On Wednesday I again go into work but have a bit of a bus nightmare. The driver drove the way I cycle, so took ages and I was late for work. I assume something must have happened on the A52 and he didn’t just fancy the scenic route. It’s enough to make you want to work from home. 

Which is very quiet. Having left the dogs in charge they don’t seem to be taking their guard duties very seriously at all or, I suppose, keeping an eye on things from their beds.

I do the gym at lunch time and then meet my friend in Derby later for drinks and food.

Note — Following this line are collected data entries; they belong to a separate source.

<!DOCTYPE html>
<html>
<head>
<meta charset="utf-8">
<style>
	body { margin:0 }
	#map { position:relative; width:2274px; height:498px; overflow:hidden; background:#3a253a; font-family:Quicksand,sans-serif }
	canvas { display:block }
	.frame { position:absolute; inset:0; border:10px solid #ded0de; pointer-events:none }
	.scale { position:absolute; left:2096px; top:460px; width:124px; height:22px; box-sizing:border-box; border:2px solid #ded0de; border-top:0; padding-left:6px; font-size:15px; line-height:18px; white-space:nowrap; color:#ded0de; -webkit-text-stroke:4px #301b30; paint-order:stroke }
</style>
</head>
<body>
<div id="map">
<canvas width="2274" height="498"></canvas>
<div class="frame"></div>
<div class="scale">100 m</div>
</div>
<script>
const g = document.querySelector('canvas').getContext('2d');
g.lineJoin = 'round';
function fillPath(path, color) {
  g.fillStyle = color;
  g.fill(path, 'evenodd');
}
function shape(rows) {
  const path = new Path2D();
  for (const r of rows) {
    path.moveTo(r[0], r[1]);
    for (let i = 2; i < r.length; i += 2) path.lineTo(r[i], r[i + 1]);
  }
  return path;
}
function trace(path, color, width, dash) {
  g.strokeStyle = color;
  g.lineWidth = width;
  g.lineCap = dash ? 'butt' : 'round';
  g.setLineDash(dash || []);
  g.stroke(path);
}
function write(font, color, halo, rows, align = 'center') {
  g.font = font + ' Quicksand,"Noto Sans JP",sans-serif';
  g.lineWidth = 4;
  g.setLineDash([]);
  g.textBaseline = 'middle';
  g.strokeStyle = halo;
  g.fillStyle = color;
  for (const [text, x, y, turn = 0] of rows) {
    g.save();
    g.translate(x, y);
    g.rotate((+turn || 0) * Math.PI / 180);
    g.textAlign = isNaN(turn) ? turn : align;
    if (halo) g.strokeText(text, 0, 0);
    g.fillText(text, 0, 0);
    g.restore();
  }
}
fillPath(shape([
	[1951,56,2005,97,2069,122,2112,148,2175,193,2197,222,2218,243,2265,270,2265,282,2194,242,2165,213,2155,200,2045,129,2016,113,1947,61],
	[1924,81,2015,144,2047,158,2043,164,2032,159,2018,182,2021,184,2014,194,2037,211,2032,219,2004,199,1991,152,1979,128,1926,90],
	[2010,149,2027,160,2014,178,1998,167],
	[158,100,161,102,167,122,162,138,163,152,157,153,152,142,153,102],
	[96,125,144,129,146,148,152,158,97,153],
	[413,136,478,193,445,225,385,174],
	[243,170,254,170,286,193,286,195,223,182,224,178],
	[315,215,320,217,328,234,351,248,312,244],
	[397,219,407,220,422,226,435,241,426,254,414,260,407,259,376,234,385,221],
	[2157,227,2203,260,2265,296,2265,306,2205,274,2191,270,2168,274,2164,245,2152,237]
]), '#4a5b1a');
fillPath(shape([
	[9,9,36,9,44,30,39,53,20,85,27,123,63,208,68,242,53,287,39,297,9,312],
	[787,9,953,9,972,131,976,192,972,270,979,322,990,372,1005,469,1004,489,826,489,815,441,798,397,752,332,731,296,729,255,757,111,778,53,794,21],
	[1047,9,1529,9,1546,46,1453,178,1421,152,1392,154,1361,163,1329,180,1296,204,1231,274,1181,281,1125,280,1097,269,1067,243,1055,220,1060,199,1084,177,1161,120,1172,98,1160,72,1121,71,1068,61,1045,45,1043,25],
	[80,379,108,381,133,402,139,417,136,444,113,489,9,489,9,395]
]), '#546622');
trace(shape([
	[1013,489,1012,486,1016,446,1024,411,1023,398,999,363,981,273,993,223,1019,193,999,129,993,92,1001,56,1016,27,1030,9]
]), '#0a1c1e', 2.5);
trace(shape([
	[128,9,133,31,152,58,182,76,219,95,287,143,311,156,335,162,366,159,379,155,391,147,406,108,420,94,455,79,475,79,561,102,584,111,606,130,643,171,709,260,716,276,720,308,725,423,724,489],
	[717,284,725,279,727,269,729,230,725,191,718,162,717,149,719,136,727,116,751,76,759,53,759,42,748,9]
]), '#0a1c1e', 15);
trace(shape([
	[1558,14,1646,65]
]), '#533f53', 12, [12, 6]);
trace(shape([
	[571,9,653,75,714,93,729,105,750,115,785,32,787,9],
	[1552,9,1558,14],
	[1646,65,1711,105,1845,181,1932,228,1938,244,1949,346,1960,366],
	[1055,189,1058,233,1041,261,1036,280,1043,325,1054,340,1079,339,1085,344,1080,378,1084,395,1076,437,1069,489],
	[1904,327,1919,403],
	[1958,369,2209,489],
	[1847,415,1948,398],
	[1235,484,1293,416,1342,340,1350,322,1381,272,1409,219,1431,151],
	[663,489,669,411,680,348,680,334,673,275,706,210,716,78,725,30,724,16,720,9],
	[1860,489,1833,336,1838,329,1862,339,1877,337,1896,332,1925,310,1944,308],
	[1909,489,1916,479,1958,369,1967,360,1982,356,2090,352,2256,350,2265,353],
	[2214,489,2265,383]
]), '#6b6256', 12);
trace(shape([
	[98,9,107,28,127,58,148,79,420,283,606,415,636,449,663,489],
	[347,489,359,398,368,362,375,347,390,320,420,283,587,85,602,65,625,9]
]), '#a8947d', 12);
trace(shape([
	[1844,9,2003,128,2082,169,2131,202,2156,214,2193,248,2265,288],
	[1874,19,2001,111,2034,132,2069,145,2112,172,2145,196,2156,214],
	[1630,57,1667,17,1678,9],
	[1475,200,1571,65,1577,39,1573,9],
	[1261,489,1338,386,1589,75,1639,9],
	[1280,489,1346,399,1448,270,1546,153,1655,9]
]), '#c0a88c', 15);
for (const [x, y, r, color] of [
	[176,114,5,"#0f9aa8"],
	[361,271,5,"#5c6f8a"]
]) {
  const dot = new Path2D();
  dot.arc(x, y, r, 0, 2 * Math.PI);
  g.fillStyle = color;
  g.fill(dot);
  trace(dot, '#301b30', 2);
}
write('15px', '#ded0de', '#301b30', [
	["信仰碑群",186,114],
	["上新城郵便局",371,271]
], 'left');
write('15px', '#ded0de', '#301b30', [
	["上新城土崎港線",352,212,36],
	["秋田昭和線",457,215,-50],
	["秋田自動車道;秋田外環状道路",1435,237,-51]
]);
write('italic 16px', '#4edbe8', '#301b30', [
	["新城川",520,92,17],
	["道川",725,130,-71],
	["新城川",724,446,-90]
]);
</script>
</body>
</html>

I’m back working from home on Thursday and having a day off fitness. Which means I can already feel it slipping away. Although we did break our own record for the slowest dog walk ever thanks mainly to MD but they’re almost as bad as each other. Anything green they have to shove their nose in it.

Our toaster has finally died. RIP. 

By Friday my fitness is slipping away even quicker when I don’t find the time to get out for my planned lunch time run and then by the evening it’s raining.

On Saturday we parkrun at Wollaton and L makes her comeback. In the evening we have a very expensive but hugely enjoyable meal out at the Miller & Carter Steakhouse near us. L’s Mum pays as she said she would treat us to a meal or two as a Christmas present. I’m not sure she expected us to blow it in one go. It’s been on my bucket list to have a Chateaubriand, which we share, and it’s gorgeous.

Of course on Sunday I’m back to pounding the streets as I repeat Monday’s 23k route.